Question: blast x results - some making no sense
gravatar for Biogeek
4.5 years ago by
Biogeek400 wrote:

Hi friends,

I'm annotating a higher plant which is well into the higher plant lineage, it is a pond species. I've conducted a BlastX on the uniprot viridiplantae database locally and I'm getting a lot of hits for basal lineages such as the unicellular green algae. The results to me are not making much sense - given the evolutionary advancement of this plant compared to lower plants. If I look down my next best hits vice versa, there is always a more appropriate hit.

As a result of the above, I then performed a blastX with just the embryophyte lineage of uniprot and trembl (land plants and aquatic plants) and the results make much more since; however, the % identity score is low in some transcripts.What are people's takes on this?

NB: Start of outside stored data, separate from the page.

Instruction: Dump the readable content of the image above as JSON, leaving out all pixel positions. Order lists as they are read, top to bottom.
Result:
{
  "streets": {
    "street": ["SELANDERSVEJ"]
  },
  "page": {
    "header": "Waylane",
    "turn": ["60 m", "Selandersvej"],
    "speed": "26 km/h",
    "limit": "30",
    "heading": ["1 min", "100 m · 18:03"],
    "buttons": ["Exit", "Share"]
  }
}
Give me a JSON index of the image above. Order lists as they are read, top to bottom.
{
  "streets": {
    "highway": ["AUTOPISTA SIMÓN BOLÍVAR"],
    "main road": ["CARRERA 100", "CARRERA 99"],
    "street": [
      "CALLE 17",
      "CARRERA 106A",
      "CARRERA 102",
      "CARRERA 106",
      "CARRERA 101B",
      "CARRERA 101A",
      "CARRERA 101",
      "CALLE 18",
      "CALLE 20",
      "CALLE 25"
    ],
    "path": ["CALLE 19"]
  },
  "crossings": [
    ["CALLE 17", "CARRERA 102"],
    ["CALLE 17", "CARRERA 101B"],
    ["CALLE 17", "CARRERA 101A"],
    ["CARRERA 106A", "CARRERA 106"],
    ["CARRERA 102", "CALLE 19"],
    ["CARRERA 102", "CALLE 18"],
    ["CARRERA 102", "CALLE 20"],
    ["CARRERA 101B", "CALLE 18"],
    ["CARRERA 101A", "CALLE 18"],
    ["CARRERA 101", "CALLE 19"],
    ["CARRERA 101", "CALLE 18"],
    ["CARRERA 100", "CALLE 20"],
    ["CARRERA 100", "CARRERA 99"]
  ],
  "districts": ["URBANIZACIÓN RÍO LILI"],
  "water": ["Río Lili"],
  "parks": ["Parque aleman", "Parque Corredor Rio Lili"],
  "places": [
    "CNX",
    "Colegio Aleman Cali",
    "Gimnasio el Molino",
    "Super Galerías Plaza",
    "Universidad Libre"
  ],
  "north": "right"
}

Is it better to use a more specific database in such a case, given that the evolution of my non-model organism is clear to me, and is highly evolved on a much more distant branch of the higher plants, away from the early branch of the viridiplantae? OR do I just use the entire viridiplantae lineage?

I've additionally done a BlastN to detect any contamination; with a 95% cut-off and low e-value. The database for this is made for unicellular microbial algae and eukaryotes which are appearing in the first set of blast X hits. There was very little hits for this, of which I removed.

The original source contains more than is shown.